Data records START

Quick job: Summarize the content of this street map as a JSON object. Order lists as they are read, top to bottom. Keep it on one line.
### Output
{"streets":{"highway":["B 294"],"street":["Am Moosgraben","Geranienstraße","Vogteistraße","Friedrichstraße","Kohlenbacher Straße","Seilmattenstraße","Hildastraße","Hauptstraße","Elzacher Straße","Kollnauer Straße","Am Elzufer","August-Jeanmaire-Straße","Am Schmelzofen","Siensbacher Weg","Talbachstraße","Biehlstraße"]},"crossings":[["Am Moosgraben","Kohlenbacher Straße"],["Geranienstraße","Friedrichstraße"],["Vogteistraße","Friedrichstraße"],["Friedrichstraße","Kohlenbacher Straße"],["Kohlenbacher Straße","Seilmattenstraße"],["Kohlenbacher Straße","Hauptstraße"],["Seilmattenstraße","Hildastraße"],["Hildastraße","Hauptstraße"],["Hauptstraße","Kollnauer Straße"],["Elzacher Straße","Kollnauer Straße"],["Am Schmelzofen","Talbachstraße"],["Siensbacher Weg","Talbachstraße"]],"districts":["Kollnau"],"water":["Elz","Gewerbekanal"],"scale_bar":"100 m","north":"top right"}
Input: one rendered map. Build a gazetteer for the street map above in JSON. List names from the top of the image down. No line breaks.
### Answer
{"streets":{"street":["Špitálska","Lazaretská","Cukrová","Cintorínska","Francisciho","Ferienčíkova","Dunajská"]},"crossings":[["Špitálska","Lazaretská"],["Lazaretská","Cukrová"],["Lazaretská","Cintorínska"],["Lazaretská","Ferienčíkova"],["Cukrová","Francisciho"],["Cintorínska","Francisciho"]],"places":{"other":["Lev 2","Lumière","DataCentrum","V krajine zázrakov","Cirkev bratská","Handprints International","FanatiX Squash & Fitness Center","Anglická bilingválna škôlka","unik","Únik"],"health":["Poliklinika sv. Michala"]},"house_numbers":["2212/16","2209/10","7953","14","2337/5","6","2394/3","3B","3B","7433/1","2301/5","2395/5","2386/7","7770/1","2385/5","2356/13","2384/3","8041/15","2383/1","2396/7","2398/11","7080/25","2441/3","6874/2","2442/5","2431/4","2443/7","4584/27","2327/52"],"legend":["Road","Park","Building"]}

Data records END

• Aim of the exercise: Each line above that includes the word "JSON" is to be copied.

• Solution:
Quick job: Summarize the content of this street map as a JSON object. Order lists as they are read, top to bottom. Keep it on one line.
Input: one rendered map. Build a gazetteer for the street map above in JSON. List names from the top of the image down. No line breaks.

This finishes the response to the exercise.